Wednesday, August 8, 2018 – 15:00
NOC Southampton Conference Room 344/32
Address: Ocean and Earth Science,; NOC Southampton Conference Room 344/32
National Oceanography Centre, Southampton; University of Southampton Waterfront Campus,
European Way, Southampton, SO14 3ZH.
Abstract of the talk:

Tidal flats and salt marshes are valuable coastal and estuarine geomorphological units and understanding their evolution is highly important from both socio-economic and scientific perspectives. However, the morphodynamic evolution of tidal flats and salt marshes is highly complex because of the intertwined processes operating at a variety of spatial and temporal scales (e.g. tides, waves, storms, biological activities and human intervention). In this seminar, Zeng Zhou will present some recent research progress, by the Hohai research group, on tidal flat morphodynamics driven by multiple natural and anthropogenic factors.

Short Introduction:

Dr Zeng Zhou is a coastal geomorphologist focusing on the (bio-)physical mechanisms underlying the formation and evolution of coastal and estuarine landscapes. He is currently entering the field of coastal biomorphodynamics, with a particular focus on tidal flat systems where tidal channel networks and salt marshes are commonly present.
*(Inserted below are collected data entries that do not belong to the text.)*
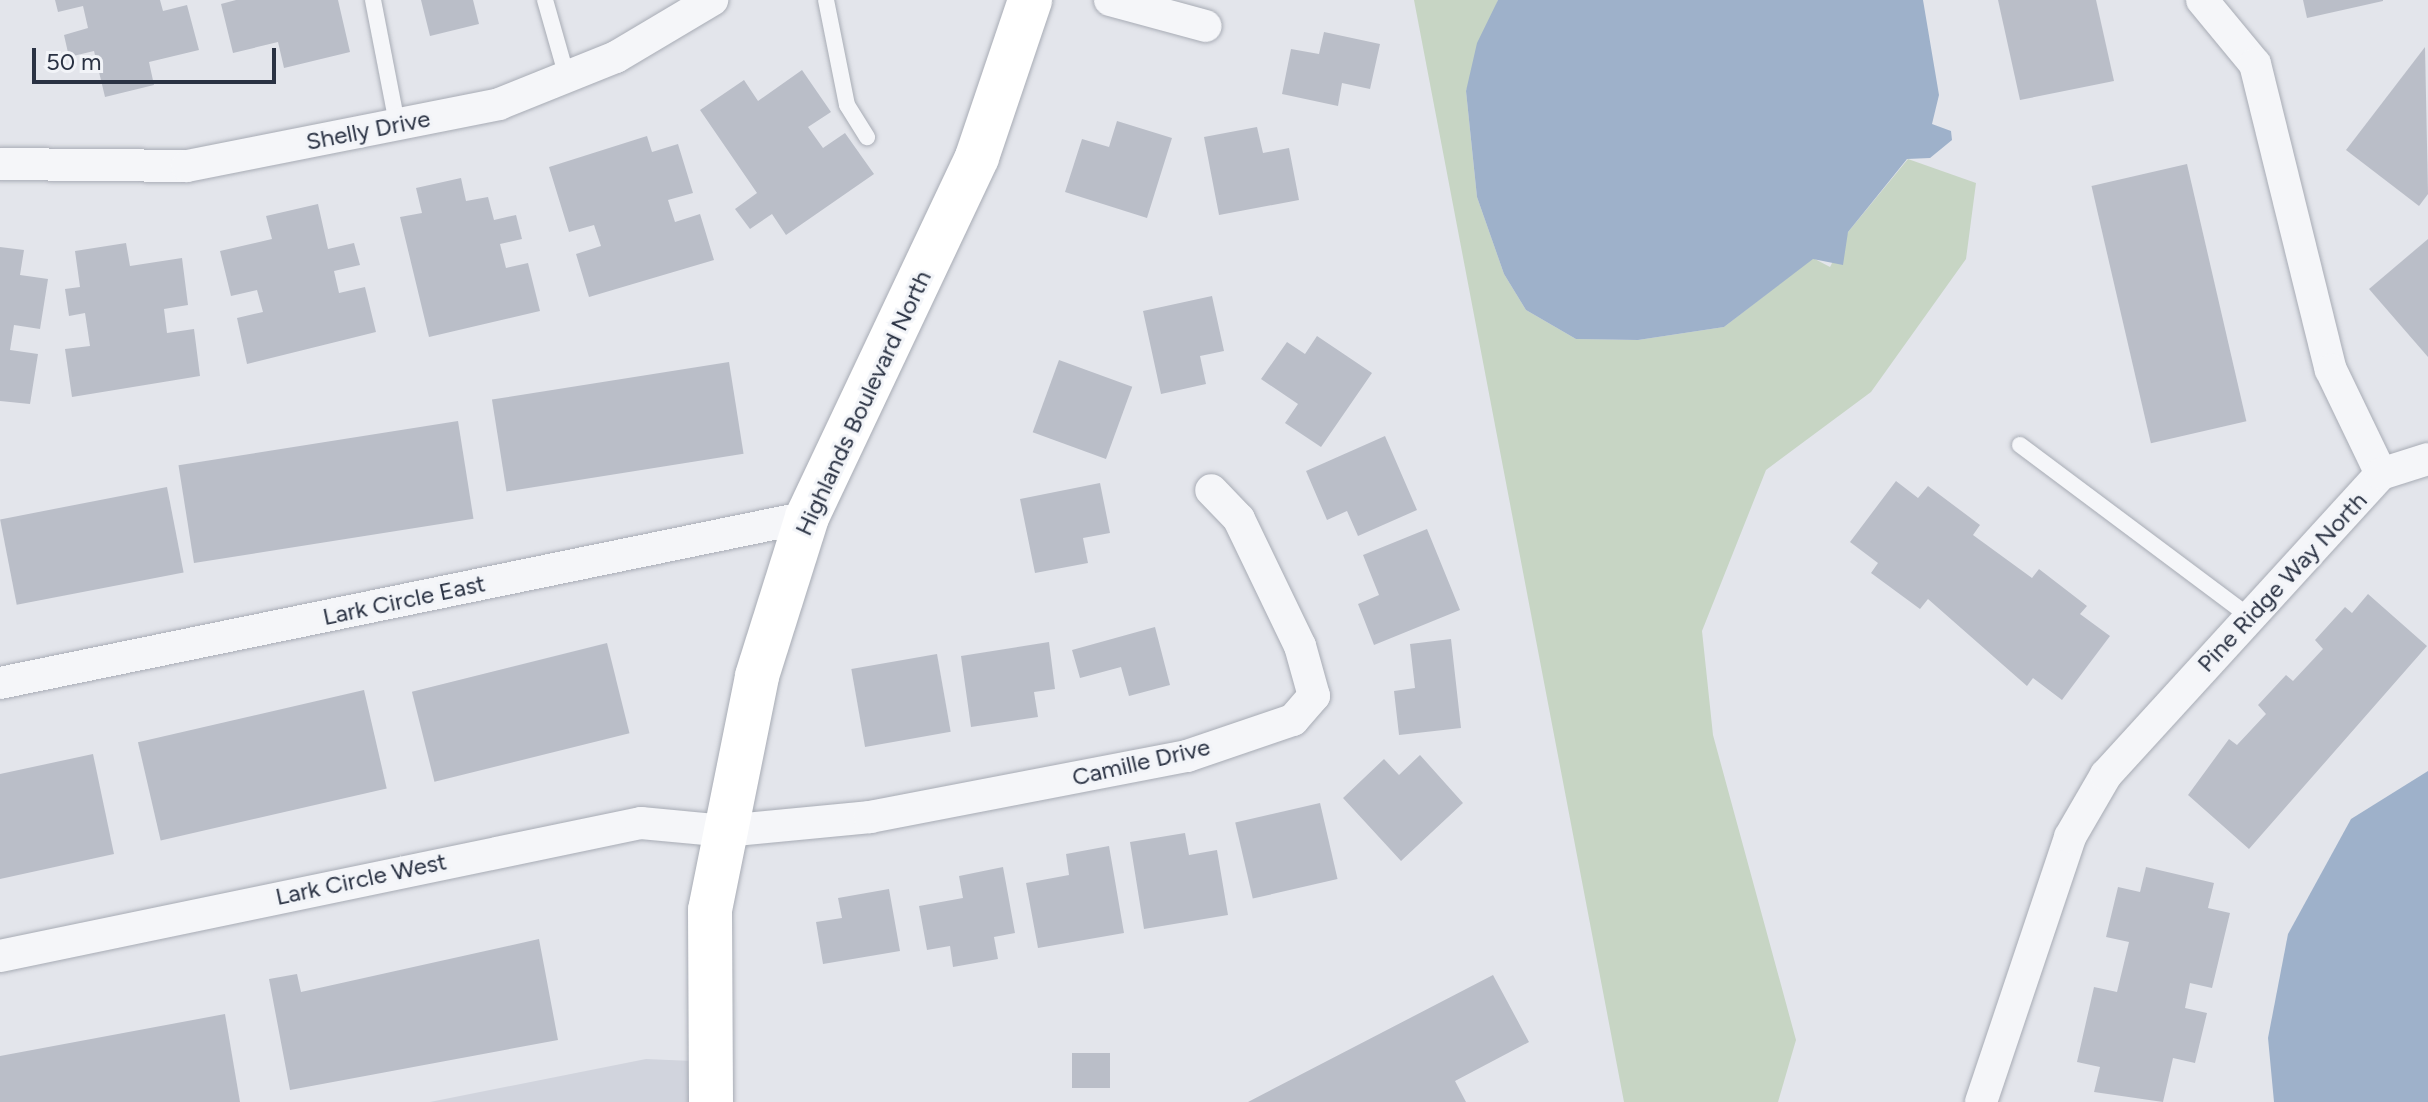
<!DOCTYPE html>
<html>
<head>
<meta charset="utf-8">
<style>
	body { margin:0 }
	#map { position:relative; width:2428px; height:1102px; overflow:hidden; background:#e3e5eb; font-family:Figtree,sans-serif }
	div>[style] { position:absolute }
	.built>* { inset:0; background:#d1d4dd }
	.green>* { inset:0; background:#c7d5c4 }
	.water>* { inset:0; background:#9eb1ca }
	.building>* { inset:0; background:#babec8; transform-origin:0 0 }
	.roads { filter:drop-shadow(0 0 2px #a8acb5) drop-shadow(0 0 2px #a8acb5) }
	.lane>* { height:16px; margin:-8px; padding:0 8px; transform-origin:8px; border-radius:8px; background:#f5f6f9 }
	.street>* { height:32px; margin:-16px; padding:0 16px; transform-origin:16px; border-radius:16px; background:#f5f6f9 }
	.secondary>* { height:44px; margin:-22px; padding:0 22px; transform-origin:22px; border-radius:22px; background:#fff }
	span { translate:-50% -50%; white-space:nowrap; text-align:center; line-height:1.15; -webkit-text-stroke:6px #f2f4f8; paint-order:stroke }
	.street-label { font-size:24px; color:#2a3243 }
	.scale { position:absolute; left:32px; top:48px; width:244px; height:36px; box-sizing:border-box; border:4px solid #2a3243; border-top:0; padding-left:10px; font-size:24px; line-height:28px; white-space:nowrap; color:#2a3243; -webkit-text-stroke:6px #f2f4f8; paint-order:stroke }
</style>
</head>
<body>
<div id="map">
	<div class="built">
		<div style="clip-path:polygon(646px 1059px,692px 1061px,692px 1102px,430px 1102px)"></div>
	</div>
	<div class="green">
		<div style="clip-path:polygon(1414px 0,1498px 0,1466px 91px,1477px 197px,1504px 274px,1526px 310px,1576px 339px,1638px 340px,1724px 327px,1813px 258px,1830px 267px,1848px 232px,1908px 159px,1976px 183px,1966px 259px,1871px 392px,1766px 470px,1702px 631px,1713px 735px,1796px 1040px,1778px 1102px,1624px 1102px)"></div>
	</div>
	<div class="water">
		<div style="clip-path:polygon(1498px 0,1923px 0,1939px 95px,1932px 124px,1951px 131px,1952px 140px,1930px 158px,1907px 159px,1848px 232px,1843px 265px,1813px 259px,1724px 327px,1638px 340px,1576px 339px,1526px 310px,1504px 274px,1477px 197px,1466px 91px,1477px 43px)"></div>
		<div style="clip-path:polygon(2428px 771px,2428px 1102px,2274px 1102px,2268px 1038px,2288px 934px,2351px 819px)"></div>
	</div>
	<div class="building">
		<div style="clip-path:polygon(55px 0,160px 0,163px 11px,187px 5px,199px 50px,149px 62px,154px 85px,105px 97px,94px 51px,69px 57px,64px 35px,88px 28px,83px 6px,58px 12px)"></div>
		<div style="clip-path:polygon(236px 0,338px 0,350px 52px,284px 68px,278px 42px,233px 53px,221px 4px)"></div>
		<div style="clip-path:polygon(421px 0,473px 0,479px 24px,430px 36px)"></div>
		<div style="clip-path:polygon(1998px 0,2096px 0,2114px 81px,2020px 100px)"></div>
		<div style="clip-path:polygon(2303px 0,2383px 0,2383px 1px,2307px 18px)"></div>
		<div style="clip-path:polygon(1324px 32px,1380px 44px,1370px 89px,1342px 83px,1338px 106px,1282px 94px,1291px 49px,1319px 54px)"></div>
		<div style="clip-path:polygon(2425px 47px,2428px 194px,2419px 206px,2346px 150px)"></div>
		<div style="clip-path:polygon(802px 70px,831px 112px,808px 127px,823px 148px,845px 133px,874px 174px,786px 235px,772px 214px,750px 229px,735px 209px,757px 193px,700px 110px,744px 80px,758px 101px)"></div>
		<div style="clip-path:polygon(1117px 121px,1172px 138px,1147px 218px,1065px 192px,1082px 139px,1109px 147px)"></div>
		<div style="clip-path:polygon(1257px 127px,1263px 153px,1289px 148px,1299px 200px,1219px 215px,1204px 137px)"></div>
		<div style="clip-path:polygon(647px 136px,652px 152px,678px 144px,693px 193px,668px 200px,675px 222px,700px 214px,714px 260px,589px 297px,576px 254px,601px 246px,594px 225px,569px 232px,549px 167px)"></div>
		<div style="left:2187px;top:164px;width:264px;height:98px;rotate:77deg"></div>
		<div style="clip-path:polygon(461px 178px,466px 201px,488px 197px,494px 220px,516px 215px,522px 239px,500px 244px,506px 268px,528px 263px,540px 311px,429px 337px,400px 217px,422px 213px,416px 188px)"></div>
		<div style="clip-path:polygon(318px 204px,328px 249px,354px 243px,360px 265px,334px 271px,339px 293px,365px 287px,376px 332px,247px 364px,237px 318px,263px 312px,257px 290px,231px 296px,220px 251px,272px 239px,266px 216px)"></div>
		<div style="clip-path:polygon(2428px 239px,2428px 357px,2369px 289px)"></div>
		<div style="clip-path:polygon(126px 243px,130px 266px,182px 258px,188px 305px,164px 309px,167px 333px,194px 329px,200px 376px,72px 397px,65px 349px,90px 346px,85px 313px,69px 316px,65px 289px,80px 287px,75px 251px)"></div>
		<div style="clip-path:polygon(0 247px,24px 250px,20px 275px,48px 279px,40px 329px,14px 325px,10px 350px,38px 354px,30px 404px,0 401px)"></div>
		<div style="clip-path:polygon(1212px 296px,1224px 351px,1200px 356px,1206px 384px,1161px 394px,1143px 311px)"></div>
		<div style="clip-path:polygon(1317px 336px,1372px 373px,1321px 447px,1285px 423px,1298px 404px,1261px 379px,1287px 342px,1305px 354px)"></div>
		<div style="left:1059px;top:360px;width:78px;height:77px;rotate:20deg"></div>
		<div style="left:729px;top:362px;width:93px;height:240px;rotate:81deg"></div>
		<div style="left:458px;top:421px;width:99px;height:283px;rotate:81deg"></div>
		<div style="clip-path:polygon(1385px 436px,1417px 510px,1358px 536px,1347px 511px,1327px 520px,1306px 471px)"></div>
		<div style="clip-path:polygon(1896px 481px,1918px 498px,1928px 486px,1980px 525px,1973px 535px,2032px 578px,2039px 569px,2087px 606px,2080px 614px,2110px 636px,2062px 700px,2033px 678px,2027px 686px,1928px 599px,1920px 609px,1871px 573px,1878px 563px,1850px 542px)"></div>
		<div style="clip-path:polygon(1100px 483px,1110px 533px,1083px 538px,1088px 563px,1035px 573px,1020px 499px)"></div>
		<div style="left:167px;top:487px;width:87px;height:170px;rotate:79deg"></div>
		<div style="clip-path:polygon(1427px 529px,1460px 610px,1374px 645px,1358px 604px,1379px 595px,1363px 555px)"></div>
		<div style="clip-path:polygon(2368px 594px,2427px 646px,2249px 849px,2188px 795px,2229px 739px,2237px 745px,2266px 714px,2258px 705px,2286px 675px,2293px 681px,2323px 649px,2315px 640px,2345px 607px,2352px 613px)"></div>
		<div style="clip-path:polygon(1155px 627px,1170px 685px,1129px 696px,1121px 667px,1080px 678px,1072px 650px)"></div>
		<div style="clip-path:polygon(1451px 639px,1461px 728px,1399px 735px,1394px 691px,1415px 688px,1410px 644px)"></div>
		<div style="clip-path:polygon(1049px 642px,1055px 689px,1034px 692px,1038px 717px,971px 727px,961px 656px)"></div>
		<div style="left:607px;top:643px;width:93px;height:201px;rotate:76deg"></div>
		<div style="left:937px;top:654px;width:79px;height:87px;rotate:80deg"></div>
		<div style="left:364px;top:690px;width:101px;height:232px;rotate:77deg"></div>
		<div style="clip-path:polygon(93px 754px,114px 854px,0 879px,0 774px)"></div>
		<div style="clip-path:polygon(1420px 755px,1463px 803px,1401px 861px,1343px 798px,1384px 759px,1399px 775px)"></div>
		<div style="left:1320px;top:803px;width:78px;height:87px;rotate:77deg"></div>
		<div style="clip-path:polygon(1185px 833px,1189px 855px,1217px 850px,1228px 915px,1144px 929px,1130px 842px)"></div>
		<div style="clip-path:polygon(1109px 846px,1124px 933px,1038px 948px,1026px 883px,1069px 875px,1066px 854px)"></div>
		<div style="clip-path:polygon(1003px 867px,1015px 933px,994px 937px,998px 959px,953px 967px,950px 946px,927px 950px,919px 906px,963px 898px,959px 876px)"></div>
		<div style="clip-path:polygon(2146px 867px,2214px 883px,2208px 908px,2230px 913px,2212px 988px,2190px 983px,2185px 1008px,2207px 1013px,2195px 1063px,2173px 1058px,2163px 1102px,2094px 1092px,2100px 1067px,2077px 1062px,2094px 987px,2117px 992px,2129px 942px,2106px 937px,2118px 887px,2140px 892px)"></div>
		<div style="clip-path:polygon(889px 889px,900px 951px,823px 964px,816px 922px,842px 918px,838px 898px)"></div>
		<div style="clip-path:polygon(539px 939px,558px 1040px,290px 1090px,269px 979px,297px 974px,301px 992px)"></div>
		<div style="clip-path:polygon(1493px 975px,1529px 1042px,1455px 1081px,1466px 1102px,1248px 1102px)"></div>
		<div style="clip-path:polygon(225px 1014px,240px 1102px,0 1102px,0 1056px)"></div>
		<div style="left:1110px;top:1053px;width:35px;height:38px;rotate:90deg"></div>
	</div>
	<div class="roads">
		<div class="lane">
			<div style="left:373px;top:0;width:126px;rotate:79deg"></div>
			<div style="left:545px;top:0;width:80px;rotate:74.1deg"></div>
			<div style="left:826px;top:0;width:107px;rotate:78.7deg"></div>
			<div style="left:847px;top:105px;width:38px;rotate:58deg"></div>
			<div style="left:2020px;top:445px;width:287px;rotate:36.8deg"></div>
		</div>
		<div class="street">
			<div style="left:1110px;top:0;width:99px;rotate:15.2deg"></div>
			<div style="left:2202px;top:0;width:83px;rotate:50.4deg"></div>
			<div style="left:2255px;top:64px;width:315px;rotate:76.1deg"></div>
			<div style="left:2331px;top:370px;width:115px;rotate:64.3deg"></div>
			<div style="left:0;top:164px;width:187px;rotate:0.6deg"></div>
			<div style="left:187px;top:166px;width:318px;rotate:-11.2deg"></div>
			<div style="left:499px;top:104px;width:126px;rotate:-21.9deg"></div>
			<div style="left:616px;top:57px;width:112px;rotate:-30.7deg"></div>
			<div style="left:0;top:683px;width:824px;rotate:-11.62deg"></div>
			<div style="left:0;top:956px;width:655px;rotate:-11.72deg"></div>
			<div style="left:641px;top:823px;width:84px;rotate:5.4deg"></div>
			<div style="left:725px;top:831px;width:146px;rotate:-5.5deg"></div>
			<div style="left:870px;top:817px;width:323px;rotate:-10.9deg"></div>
			<div style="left:1187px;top:756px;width:112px;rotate:-18.8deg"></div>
			<div style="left:1293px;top:720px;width:32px;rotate:-49deg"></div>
			<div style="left:1314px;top:696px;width:52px;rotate:-105.6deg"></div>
			<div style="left:1300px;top:646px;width:141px;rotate:-115.7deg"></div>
			<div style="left:1239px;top:519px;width:40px;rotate:-134deg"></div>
			<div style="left:1981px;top:1102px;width:280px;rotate:-71.4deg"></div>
			<div style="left:2070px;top:837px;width:72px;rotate:-59.9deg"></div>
			<div style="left:2106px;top:775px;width:408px;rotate:-47.6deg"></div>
			<div style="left:2381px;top:474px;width:49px;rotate:-17.7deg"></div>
		</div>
		<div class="secondary">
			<div style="left:711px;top:1102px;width:192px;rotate:-90.3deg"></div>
			<div style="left:710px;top:910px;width:239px;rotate:-78.6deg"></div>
			<div style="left:757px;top:676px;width:167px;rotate:-72.5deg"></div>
			<div style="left:807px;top:517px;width:398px;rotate:-64.7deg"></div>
			<div style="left:977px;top:157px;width:166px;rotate:-71.3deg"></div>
		</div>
	</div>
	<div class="street-label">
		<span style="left:368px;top:130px;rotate:-11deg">Shelly Drive</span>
		<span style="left:863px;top:403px;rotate:-65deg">Highlands Boulevard North</span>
		<span style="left:2282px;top:582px;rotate:-47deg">Pine Ridge Way North</span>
		<span style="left:404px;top:600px;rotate:-12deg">Lark Circle East</span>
		<span style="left:1141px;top:762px;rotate:-13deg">Camille Drive</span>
		<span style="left:361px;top:879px;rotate:-12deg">Lark Circle West</span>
	</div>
	<div class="scale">50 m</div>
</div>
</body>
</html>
Recently, he is leading a small group of young researchers and graduate students to explore some interesting questions using various approaches e.g. field and laboratory experiments, numerical modelling and UAV imagery. His group aims to gain fundamental insight into the biophysical effects of salt marshes (and biofilms) and their two-way interactions with coastal and estuarine morphology, so as to evaluate and predict the response of tidal flats, channels and marshes to climate change (e.g. sea level rise, increasing frequency of storms) and human activities (e.g. large-scale reclamation, nearshore fishery).